No more Wile E. Coyote White House. I’m going with the Roadrunner.
John Ostrander pops up here anew every Thursday morning.
"Craps counts on luck and your gut feeling. You do your ritual, roll the dice, and hope."Craps in an insanely complicated game – have you ever looked at the table? There's a way to win off every throw of the dice, based on the number of side bets, the pass line, all the other spots on the felt that are harder to understand than the blue lines in hockey. It's one of the most under-rated games in Vegas. People think it's get 7 and win, get snake-eyes and lose. Roulette is just as complicated, but it's got more of an air of dignity to it, not as much of that zoo-like atmosphere. Besides, ALL gambling relies on gut instinct and hope. As Oscar Madison said, "There is no such thing as a sure thing; that's why they call it gambling." All games of chance involve odds and a lot of math, but any gambler will tell you there comes a point where you throw all the math away and go with your gut.This is one of those "you can't win" kind of questions, the kind that means nothing but could be interpreted to mean anything the reader likes. If Obama had chosen Baccarat over Poker (or McCain selected roulette), he'd be accused of being an elitist again. And don't get me STARTED if either of them had selected Black Jack. I'll put money that they'd have said "Twenty-One", just to play it safe…Heck, do we really want either candidate admitting they like to gamble?And I'd never pick the roadrunner. The press conferences would get tedious. Either Bugs or Droopy. Penelope Pitstop as Secretary of State.

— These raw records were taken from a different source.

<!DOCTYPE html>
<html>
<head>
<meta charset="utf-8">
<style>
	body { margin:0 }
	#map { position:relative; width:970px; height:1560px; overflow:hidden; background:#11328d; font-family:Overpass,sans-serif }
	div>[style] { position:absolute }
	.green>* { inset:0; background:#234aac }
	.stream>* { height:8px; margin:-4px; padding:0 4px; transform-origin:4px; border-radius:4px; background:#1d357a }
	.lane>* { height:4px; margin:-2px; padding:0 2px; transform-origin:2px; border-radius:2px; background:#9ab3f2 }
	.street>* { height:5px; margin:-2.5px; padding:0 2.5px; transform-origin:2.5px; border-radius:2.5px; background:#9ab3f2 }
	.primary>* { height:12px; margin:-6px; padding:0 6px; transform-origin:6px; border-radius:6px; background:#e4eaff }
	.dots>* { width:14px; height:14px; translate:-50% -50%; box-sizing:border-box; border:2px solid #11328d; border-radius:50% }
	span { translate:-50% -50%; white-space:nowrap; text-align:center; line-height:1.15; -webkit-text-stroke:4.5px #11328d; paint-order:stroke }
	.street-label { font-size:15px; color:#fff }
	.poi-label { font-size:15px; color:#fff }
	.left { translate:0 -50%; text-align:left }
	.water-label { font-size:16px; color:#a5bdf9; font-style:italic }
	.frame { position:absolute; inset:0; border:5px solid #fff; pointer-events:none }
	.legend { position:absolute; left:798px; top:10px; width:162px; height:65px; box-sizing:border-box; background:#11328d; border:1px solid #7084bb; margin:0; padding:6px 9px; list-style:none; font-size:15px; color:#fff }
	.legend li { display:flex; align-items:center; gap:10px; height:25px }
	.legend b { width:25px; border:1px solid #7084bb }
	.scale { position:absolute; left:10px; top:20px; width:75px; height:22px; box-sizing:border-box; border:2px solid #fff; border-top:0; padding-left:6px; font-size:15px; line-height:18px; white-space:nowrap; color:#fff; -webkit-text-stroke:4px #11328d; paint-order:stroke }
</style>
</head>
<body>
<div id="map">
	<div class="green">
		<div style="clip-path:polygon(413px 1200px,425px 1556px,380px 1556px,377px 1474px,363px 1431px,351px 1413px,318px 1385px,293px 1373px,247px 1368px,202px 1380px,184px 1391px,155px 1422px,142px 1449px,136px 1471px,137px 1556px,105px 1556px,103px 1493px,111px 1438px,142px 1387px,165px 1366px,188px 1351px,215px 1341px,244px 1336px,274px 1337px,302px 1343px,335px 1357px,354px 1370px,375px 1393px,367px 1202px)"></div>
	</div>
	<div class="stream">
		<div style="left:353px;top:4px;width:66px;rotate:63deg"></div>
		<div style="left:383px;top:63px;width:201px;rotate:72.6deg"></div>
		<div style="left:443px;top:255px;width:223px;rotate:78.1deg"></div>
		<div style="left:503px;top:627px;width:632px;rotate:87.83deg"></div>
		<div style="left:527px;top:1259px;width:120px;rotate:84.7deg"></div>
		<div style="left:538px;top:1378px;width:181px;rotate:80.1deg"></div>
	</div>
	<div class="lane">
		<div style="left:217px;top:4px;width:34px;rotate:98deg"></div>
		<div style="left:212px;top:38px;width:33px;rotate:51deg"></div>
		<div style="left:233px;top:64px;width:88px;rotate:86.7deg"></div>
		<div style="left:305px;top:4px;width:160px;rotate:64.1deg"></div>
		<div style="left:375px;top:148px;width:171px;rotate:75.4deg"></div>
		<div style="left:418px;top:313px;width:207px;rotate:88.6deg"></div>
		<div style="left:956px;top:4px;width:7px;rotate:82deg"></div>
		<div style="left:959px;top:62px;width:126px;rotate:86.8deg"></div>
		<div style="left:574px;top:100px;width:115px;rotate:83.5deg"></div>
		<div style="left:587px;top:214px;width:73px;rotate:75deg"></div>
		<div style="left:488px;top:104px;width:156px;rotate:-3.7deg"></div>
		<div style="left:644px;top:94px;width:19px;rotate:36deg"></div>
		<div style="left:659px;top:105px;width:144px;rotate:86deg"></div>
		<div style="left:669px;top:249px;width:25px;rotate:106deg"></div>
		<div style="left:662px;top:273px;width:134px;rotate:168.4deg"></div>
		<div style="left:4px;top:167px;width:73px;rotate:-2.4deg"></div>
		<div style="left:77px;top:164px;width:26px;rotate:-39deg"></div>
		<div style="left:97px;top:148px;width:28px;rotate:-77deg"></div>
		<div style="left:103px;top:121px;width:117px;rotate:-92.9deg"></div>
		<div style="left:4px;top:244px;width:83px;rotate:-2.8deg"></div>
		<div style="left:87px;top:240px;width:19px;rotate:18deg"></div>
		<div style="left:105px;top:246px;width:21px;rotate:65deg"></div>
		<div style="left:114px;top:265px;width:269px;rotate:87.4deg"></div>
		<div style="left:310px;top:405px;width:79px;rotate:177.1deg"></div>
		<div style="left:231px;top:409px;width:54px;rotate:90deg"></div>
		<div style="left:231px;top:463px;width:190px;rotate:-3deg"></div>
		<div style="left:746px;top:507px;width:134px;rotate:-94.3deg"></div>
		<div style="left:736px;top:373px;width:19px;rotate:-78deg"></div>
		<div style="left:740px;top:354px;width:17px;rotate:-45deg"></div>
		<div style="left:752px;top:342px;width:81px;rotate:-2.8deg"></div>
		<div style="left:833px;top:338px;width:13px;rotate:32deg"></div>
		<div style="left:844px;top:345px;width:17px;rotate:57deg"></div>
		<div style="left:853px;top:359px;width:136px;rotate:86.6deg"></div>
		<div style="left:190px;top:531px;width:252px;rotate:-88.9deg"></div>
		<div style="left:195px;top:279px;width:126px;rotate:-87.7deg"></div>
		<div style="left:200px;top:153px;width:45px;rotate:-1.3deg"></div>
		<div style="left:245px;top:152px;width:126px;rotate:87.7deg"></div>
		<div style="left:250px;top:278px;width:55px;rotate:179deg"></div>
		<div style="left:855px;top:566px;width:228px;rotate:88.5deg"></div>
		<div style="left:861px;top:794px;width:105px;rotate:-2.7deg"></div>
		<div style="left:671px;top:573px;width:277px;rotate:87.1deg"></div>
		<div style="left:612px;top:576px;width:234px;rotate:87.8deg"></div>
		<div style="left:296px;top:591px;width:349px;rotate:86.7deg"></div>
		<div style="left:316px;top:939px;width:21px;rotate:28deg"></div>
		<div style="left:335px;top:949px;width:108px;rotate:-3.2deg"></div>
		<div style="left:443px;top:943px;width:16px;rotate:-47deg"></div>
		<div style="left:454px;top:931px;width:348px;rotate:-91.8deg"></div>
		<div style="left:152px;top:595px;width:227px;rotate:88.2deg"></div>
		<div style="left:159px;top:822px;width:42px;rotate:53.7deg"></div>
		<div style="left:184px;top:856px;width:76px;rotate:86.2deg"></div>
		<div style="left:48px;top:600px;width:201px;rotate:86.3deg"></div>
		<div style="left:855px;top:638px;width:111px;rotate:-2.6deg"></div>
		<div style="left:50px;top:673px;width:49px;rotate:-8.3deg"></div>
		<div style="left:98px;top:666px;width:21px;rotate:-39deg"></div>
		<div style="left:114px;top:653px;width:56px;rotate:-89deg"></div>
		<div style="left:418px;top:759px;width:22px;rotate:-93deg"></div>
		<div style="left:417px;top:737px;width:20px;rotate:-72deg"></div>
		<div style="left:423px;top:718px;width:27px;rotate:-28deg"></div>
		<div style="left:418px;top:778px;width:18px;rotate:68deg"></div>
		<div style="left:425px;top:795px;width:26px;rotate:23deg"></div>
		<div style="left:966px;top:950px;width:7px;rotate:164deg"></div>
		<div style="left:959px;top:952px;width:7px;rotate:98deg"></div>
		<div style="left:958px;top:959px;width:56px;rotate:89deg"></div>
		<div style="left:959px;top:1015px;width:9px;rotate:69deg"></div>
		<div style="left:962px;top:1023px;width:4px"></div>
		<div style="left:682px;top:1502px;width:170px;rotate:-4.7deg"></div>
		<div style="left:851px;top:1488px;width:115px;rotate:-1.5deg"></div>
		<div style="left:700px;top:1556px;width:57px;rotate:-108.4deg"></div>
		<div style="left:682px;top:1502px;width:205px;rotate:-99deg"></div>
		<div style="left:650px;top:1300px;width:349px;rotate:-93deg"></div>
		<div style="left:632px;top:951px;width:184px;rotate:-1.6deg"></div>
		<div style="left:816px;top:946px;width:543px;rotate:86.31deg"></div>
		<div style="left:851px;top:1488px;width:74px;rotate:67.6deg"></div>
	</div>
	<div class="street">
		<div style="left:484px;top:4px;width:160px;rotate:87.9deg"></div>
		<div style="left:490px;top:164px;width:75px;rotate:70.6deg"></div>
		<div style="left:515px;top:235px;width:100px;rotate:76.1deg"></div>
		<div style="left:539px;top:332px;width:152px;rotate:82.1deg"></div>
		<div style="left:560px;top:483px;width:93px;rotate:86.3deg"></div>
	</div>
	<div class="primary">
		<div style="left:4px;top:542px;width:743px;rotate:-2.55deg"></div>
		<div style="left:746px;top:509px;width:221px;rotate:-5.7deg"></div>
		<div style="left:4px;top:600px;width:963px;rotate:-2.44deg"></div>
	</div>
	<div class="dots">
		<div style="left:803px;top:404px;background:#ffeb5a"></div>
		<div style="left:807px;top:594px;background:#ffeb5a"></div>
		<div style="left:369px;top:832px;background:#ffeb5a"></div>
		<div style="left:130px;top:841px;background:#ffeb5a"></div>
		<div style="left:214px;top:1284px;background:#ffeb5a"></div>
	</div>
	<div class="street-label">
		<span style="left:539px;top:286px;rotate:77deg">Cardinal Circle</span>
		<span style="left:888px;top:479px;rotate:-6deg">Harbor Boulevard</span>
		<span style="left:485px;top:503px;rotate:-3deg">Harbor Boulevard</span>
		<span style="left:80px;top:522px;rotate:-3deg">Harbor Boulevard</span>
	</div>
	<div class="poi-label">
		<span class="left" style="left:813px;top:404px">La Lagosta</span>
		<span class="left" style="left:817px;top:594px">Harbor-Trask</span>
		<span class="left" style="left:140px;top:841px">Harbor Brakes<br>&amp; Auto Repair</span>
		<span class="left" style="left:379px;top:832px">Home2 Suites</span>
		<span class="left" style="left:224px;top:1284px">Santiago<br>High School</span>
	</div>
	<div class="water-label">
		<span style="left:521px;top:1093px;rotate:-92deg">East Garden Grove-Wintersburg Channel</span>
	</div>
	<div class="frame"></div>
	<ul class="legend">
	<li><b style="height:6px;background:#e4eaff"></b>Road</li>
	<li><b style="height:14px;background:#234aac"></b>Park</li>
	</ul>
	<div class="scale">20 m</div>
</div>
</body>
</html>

Well Vinnie, I think as he clearly stated above… Craps is a game, at it's core, is one based solely on your ability to play odds. Poker, while also a game rooted in chance, has an extra level of complexity in that the final outcome of any hand there can be won with intelligence in addition to chance. More so, John was using this question as a basis of metaphor, through which he stated his OPINION of the candidates.

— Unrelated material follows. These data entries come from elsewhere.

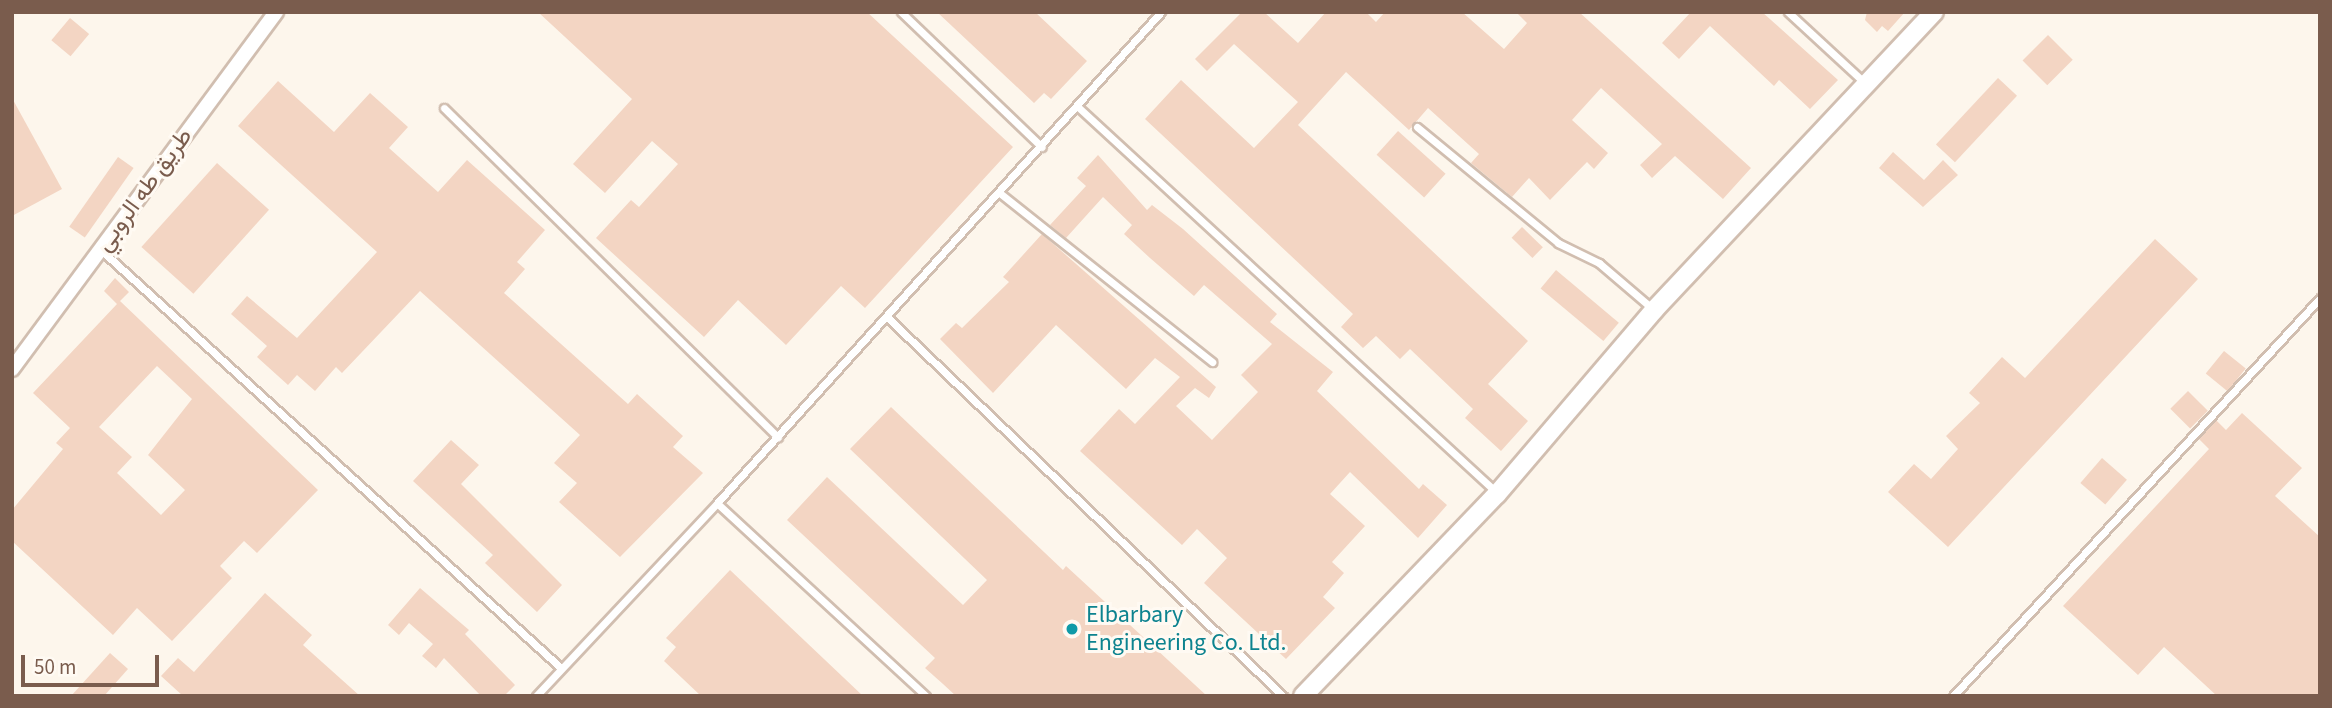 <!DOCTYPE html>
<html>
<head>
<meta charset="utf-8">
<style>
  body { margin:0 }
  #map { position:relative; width:2332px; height:708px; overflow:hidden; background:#fdf6ec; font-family:"Source Sans 3",Vazirmatn,sans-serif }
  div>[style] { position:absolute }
  .building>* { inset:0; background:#f3d5c3; transform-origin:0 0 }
  .roads { filter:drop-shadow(2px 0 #d1beb0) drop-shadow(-2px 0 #d1beb0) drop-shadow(0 2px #d1beb0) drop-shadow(0 -2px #d1beb0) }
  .service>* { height:7px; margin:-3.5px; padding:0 3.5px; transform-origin:3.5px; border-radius:3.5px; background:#fff }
  .minor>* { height:14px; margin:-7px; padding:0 7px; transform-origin:7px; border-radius:7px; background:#fff }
  .tertiary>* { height:18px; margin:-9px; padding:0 9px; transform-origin:9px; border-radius:9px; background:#fff }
  .dots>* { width:19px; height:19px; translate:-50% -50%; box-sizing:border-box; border:4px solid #fffaf3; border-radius:50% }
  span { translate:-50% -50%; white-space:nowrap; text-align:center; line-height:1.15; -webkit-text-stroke:6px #fffaf3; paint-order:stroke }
  .street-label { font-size:24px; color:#7a5c4d }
  .culture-label { font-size:24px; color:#0d838f }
  .left { translate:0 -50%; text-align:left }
  .frame { position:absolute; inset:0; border:14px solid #7a5c4d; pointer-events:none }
  .scale { position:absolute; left:21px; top:655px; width:138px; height:32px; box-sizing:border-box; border:4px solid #7a5c4d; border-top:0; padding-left:9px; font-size:21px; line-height:24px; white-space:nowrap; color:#7a5c4d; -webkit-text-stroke:5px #fffaf3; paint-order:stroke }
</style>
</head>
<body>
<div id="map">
  <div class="building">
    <i style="clip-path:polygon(538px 12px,867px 12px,1013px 147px,865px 308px,841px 286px,786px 345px,738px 300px,704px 337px,596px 238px,631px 200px,639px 207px,678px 164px,652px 141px,605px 193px,573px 164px,632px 99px)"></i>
    <i style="clip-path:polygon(937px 12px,1035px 12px,1087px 61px,1051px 99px,1044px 93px,1034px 103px)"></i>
    <i style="clip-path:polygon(1242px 12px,1264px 12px,1298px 43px,1326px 12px,1366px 12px,1376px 22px,1385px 12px,1462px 12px,1504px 49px,1527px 23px,1516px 12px,1579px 12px,1751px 168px,1723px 199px,1675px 156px,1652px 178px,1640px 165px,1662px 144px,1601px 88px,1572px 120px,1608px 153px,1594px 169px,1587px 162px,1550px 200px,1529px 178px,1512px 197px,1471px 163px,1479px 154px,1428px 108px,1409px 130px,1346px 72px,1298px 125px,1528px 341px,1488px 384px,1528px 421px,1501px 451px,1465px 418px,1473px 409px,1410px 349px,1400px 359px,1376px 336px,1363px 348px,1341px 327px,1353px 314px,1145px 119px,1181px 80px,1254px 148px,1298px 102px,1234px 44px,1207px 71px,1195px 59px)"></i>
    <i style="clip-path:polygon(1691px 12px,1762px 12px,1838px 80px,1810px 109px,1779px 80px,1774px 86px,1710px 26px,1679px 59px,1662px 43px)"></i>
    <i style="clip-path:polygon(1867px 12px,1905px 12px,1888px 31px,1882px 26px,1877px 32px,1865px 20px)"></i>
    <i style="left:70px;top:18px;width:25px;height:29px;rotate:40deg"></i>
    <i style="left:2048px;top:35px;width:35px;height:36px;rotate:45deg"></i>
    <i style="left:1998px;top:78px;width:26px;height:91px;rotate:43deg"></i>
    <i style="clip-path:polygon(278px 81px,334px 132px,370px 93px,408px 127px,389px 148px,438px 192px,467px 160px,545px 230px,517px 262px,525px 269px,504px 293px,628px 404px,637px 394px,683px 436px,673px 447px,703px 473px,620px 557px,559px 502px,577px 483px,554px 463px,580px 435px,420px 291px,342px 373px,336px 367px,315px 391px,297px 375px,288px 385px,257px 357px,267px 346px,231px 314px,247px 296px,297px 338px,377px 252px,238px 126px)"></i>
    <i style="clip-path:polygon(12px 98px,62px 189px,12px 216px)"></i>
    <i style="left:1398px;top:131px;width:64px;height:32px;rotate:42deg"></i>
    <i style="clip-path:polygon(1893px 152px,1924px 180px,1943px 160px,1958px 175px,1923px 207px,1879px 168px)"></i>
    <i style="clip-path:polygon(1098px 155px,1147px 210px,1152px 205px,1183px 229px,1277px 314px,1270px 322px,1333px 372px,1317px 391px,1419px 489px,1423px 484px,1447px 505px,1418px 538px,1350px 472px,1330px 494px,1365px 526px,1332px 562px,1344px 573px,1323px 597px,1335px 608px,1286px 659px,1204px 583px,1227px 558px,1197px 529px,1182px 545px,1080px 451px,1119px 409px,1135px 424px,1180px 377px,1155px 358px,1126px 389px,1056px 325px,993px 393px,940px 339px,956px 323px,962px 328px,1009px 282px,1003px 277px,1042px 234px,1216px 387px,1209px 398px,1195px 388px,1176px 406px,1212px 440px,1258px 392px,1241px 375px,1272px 344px,1204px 285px,1194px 296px,1150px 258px,1124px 234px,1132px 225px,1103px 197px,1066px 238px,1050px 225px,1086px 186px,1077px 178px)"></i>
    <i style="left:118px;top:157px;width:19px;height:85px;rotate:35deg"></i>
    <i style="left:217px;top:163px;width:70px;height:113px;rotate:42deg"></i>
    <i style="left:1522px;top:227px;width:29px;height:15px;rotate:44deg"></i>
    <i style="clip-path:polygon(2155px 239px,2198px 279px,1948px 547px,1888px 492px,1914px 464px,1931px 479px,1958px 449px,1946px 436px,1980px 403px,1969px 393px,2002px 357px,2025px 378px)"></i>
    <i style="left:1556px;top:270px;width:82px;height:24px;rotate:40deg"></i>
    <i style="clip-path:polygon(evenodd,115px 278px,129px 292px,120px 301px,318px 490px,257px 553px,244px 541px,220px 566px,232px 578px,172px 641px,137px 608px,113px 635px,12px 541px,12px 510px,63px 449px,56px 443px,70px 428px,33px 393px,117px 304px,104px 291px,115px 278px,157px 366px,192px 399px,148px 455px,185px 490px,161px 515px,117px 473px,132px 457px,99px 427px,157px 366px)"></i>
    <i style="left:2224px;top:351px;width:28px;height:29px;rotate:39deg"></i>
    <i style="left:2188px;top:391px;width:28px;height:25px;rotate:45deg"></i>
    <i style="clip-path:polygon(891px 407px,1063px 570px,1066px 566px,1207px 696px,956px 696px,943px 684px,925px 668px,935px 658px,787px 520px,827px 477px,963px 605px,987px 580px,850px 449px)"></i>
    <i style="clip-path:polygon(2242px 413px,2302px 468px,2275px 496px,2320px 537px,2320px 696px,2217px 696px,2164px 647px,2138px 675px,2063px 606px,2209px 449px,2199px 439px,2216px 420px,2226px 430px)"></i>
    <i style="clip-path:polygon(451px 440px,479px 465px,461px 484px,562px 585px,537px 612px,485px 563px,493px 555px,413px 481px)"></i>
    <i style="left:2102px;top:458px;width:33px;height:33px;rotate:41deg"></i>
    <i style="clip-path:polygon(730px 570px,863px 696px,701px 696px,664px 661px,676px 647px,666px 638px)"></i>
    <i style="clip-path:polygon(420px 588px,469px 630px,465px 634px,515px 685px,504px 696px,481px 696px,444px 658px,436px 668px,422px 656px,433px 644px,409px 623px,399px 635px,388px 625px)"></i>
    <i style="clip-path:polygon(265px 593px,312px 635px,303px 645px,360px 696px,183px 696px,161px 676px,178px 658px,194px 672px)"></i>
    <i style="clip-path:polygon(110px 653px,128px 669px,104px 696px,71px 696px)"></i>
  </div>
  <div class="roads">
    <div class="service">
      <i style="left:901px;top:12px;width:195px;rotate:43.8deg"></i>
      <i style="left:1788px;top:12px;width:105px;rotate:42.7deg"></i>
      <i style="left:1077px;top:106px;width:570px;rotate:42.65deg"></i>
      <i style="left:444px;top:108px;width:469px;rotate:44.6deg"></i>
      <i style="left:1417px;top:127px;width:183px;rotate:39.4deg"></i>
      <i style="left:1558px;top:243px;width:46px;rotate:26deg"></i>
      <i style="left:1599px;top:263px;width:72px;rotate:40.5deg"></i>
      <i style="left:1001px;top:194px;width:270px;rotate:38.5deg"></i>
      <i style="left:101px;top:250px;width:622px;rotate:42.26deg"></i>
      <i style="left:887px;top:317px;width:548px;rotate:43.74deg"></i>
      <i style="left:536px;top:696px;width:265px;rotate:-46.8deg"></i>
      <i style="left:926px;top:696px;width:284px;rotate:-137.3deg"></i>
      <i style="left:717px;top:503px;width:662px;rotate:-47.88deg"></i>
      <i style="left:1953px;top:696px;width:541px;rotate:-47.32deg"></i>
    </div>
    <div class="minor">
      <i style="left:12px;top:369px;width:444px;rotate:-53.5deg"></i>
    </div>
    <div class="tertiary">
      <i style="left:1303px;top:696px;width:280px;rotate:-46.2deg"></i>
      <i style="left:1497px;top:494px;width:242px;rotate:-49.5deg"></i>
      <i style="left:1654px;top:310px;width:409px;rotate:-46.8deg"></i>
    </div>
  </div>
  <div class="dots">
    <i style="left:1072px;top:629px;background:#0f9aa8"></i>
  </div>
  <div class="street-label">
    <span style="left:144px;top:190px;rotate:-54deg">طريق طه الروبي</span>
  </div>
  <div class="culture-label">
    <span class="left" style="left:1086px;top:629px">Elbarbary<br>Engineering Co. Ltd.</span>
  </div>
  <div class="frame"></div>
  <div class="scale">50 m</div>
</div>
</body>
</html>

I'm well aware of his intent. Sometimes it's fun to just comment on the top layer of an article, thus keeeping the discussion from descending into rehtoric. I was just coming to the defense of Craps, a game which has been much maligned and misunderstood over the years. A game which is much derided for its brute force and simplicity, when in fact there's quite a bit of skill involved in knowing the best way to react to the position one is in, based on the rolls and moves previously made.I'll leave it to you to decide if I too am indulging in metaphor.